Op 4 april 2018 heeft de Rechtbank Midden-Nederland, locatie Almere, uitspraak gedaan in een civiele zaak tussen Q-Park Operations Netherlands II B.V. en een gedaagde. Q-Park vorderde betaling van € 345,00, vermeerderd met buitengerechtelijke kosten en wettelijke rente, omdat de gedaagde de parkeergarage had verlaten zonder te betalen, door middel van het zogenaamde 'treintje rijden'. Dit houdt in dat de gedaagde direct achter zijn voorganger onder de slagboom doorrijdt, zonder gebruik te maken van een geldig parkeerbewijs. Q-Park stelde dat de gedaagde tekort was geschoten in de nakoming van de parkeerovereenkomst en dat hij het tarief voor een verloren kaart van € 45,00 en een aanvullende schadevergoeding van € 300,00 verschuldigd was.
De gedaagde betwistte de vordering en stelde dat een derde, mevrouw [A], op zijn naam geregistreerde auto had gebruikt en dat zij wel had betaald. De rechtbank oordeelde dat Q-Park niet voldoende bewijs had geleverd dat de gedaagde de parkeerovereenkomst was aangegaan en dat de auto door hem was bestuurd. De rechtbank concludeerde dat de bewijslast bij Q-Park lag en dat zij hierin niet was geslaagd. Daarom werd de vordering van Q-Park afgewezen en werd Q-Park veroordeeld in de proceskosten van de gedaagde.

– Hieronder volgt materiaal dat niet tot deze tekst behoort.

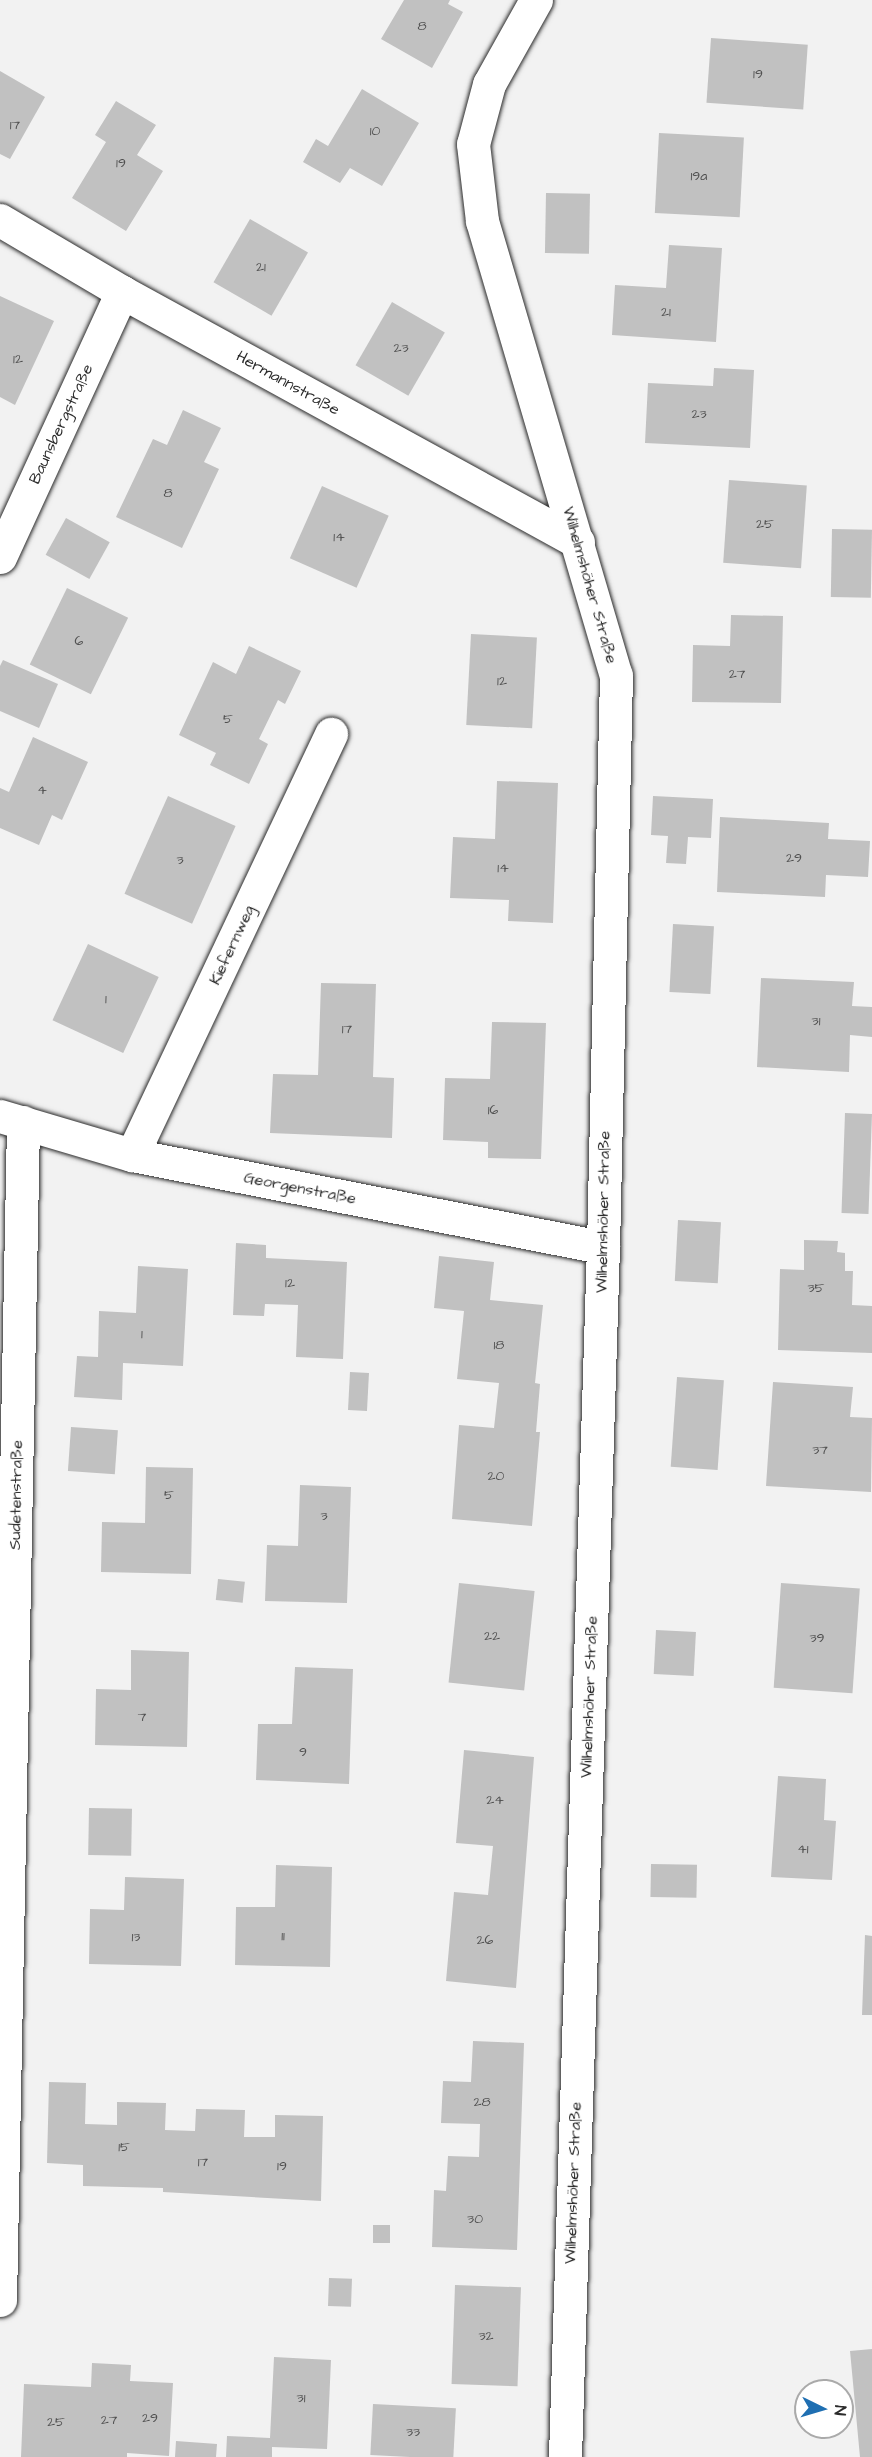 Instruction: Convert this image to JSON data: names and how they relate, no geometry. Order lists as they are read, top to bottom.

Dit vonnis benadrukt het belang van bewijsvoering in civiele zaken, vooral wanneer de gedaagde de totstandkoming van een overeenkomst betwist. De rechtbank wees erop dat de gedaagde voldoende had aangetoond dat een ander de auto had bestuurd, waardoor het vermoeden dat de kentekenhouder ook de bestuurder was, niet meer opging. De beslissing van de rechtbank is een belangrijke uitspraak in het kader van parkeerovereenkomsten en de rechten en plichten van parkeerders.